I have been thinking a lot about “church” and what that means to me. I think it has been on my mind more than normal because of the fact that we are moving from one city to another, and we need to find our new church family. And with every thought comes a particular memory of Pastor Mark. He is a man who loves to see God’s people being the church that God intends us to be.
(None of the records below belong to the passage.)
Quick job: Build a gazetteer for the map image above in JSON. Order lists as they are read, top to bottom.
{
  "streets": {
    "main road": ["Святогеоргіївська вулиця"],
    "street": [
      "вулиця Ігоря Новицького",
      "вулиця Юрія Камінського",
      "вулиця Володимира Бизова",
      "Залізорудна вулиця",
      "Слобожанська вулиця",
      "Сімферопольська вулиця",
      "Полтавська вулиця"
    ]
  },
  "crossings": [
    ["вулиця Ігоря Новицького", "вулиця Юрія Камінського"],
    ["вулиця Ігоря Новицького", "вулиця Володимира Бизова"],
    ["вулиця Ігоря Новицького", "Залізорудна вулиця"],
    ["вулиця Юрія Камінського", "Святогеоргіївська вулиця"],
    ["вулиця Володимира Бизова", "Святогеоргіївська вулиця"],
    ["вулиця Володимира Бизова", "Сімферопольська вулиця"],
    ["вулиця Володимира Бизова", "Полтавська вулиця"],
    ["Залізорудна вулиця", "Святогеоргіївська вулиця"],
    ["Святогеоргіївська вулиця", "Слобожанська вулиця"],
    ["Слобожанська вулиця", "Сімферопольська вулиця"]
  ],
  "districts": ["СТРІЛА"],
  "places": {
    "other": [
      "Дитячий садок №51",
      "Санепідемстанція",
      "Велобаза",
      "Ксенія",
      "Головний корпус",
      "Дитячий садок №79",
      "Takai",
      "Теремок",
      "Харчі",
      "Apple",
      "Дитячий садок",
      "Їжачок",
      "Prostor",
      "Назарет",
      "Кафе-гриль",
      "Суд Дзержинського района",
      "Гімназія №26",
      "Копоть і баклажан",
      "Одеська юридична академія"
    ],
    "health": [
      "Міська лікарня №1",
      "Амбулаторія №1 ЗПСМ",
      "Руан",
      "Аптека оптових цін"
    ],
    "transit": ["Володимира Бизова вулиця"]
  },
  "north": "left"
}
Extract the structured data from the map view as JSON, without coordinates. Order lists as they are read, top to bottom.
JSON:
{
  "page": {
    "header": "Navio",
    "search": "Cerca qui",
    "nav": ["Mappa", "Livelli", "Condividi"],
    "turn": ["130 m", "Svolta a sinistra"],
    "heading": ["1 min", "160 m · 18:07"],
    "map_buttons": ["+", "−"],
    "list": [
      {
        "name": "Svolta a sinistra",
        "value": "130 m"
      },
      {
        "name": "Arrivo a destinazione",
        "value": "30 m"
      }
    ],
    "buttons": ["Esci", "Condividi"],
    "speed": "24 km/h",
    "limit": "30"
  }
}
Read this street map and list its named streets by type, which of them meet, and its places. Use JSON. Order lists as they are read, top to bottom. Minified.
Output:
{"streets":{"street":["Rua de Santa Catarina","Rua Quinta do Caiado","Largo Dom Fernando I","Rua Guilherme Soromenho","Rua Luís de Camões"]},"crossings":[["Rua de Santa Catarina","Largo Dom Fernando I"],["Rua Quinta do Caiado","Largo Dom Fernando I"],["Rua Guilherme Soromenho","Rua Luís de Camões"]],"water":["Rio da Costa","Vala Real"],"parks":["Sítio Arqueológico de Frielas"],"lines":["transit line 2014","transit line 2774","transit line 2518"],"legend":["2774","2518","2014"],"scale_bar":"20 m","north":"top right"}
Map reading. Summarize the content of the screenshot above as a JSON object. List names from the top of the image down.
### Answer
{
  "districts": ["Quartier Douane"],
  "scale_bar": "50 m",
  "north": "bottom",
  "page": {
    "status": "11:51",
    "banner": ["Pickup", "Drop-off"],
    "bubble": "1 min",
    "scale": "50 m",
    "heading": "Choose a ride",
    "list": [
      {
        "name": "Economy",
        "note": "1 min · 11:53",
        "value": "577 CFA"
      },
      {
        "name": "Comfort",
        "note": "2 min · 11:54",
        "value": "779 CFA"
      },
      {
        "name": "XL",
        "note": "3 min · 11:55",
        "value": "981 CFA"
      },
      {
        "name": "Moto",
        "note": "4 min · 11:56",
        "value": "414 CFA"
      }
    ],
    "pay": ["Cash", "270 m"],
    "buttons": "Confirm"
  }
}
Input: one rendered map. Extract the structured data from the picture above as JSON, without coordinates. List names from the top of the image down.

It was a Sunday morning. Chris dropped the children and me off at the front doors and went to find a parking spot. We all went in and then the children scattered…off to their Sunday school classes. As I was milling through the crowd of people in the lobby, I thought I heard a voice calling me. I turned around but didn’t see anyone, so continued on my way to the sanctuary. I heard it again, so I turned around. This time I saw our friend, Bob. He called me over to where he was sitting. As I approached him, I saw that his eyes were teary and his face sad. He said to me, “Pastor Mark is here-I thought you might want to say hi to him.”
Sitting at the next table was Mark…he was sitting there with his wife, Jeanie. They were surrounded by people who loved them, who wanted an opportunity to tell them so, to let them know that they were being prayed for. I was one of those people.
I waited until it was my turn, then I gave him a hug. He looked tired and thin. His body looked weary. I couldn’t help but cry as I hugged him. It seemed so desperately unfair that this dear man should be inflicted with such a horrible, painful cancer. It was hard to grasp what the cancer was so quickly doing to his body.
I told him that we loved him. I told him that we were praying for him and his family. I stood up and continued talking to him, listening to his heart. I knew that other people were wanting to greet him, and I knew that Chris would be waiting for me in the sanctuary. So I told him that I was so thankful that I had the chance to talk with him, and I told him that I hated to go into church, that I just wanted to sit with Jeanie and him. And what he said next, I will never forget.
He was still sitting there, looking up at me, holding my hands, quiet tears sliding down his face and he said in a broken voice, “This…this IS church.”
And he was right. A room full of people, wanting to share in the burdens of a brother and sister in Christ. Praying together, crying, moments of laughter, all the time giving glory to God. We didn’t know what His plan was, but we trusted Him to bring something beautiful out of something painful. Jeanie told me a few minutes later, “God has taught us to serve Him and to live for Him. Now He is teaching us to die for Him.”
That was the last time that I spoke with Mark. Less than two weeks later, four weeks after he was diagnosed with cancer, he went to be with Jesus. In those moments, my heart took a snapshot of what the Body of Christ looks like when it is living life together. I treasure that picture, I keep it close.
And I embrace that idea of living life together.
Sharing the ups and downs, good and bad times, laughing, crying, praying together.
Being transparent with one another.
But I am realizing that this is much easier said than done. I want to do this, I truly do. But in our case, in a new town and new local church, it means starting over. And, ugh….it’s not so easy.
Yesterday, the church we would like to attend for a while was having its annual church picnic and baptism service. I was looking forward to meeting new people and for the children to start making new friends. I don’t know if the migraine was purely physical, or if it was a spiritual attack to discourage me, but shortly after I witnessed my two sons being baptized, I was in pain and feeling sick. I could barely handle sitting upright, let alone trying to converse with people. I ended up in laying down in the van while Chris let the boys finish swimming, and then we headed home.
This morning, I still have a lingering migraine, but more than that, disappointment. Even though meeting new people is nerve-wracking for me, I wanted to take every opportunity that I had to reach out to people~to be a blessing. And I didn’t get to talk to anyone.
I have the picture of that Sunday with Mark in my head and in my heart. I know what I am looking for, and I know that God has it for us somewhere. I want to be IN the picture again, not simply holding it and looking at it longingly.
I can’t remember where I heard this…it was either Chip Ingram or Pastor Mark…but one of them was teaching on Romans 12:5
“…so it is with Christ’s body. We are all parts of His one body, and each of us has different work to do. And since we are all one body in Christ, we belong to each other, and each of us needs all the others.”
I know that there is a local body that I need. I know there is a place for me to serve. I know it because Christ says it, and I know it because I have the Holy Spirit aching for it inside of me.
We have been invited to try out a Life Group here, and I am excited to do so. I know that God created in me a need to connect with and serve the rest of His body. I am so thankful for the many years of sitting under Mark’s teaching…his passionate commitment to the Body of Christ has taught me to not accept anything less than what God intended.
Lord, please show us the spot that you have carved out for us here in this city. Give us the patience to persevere in relationships and the courage to serve wherever you ask. Let us be part of a church that wholeheartedly follows after You, loves one another and reaches out to the world around us.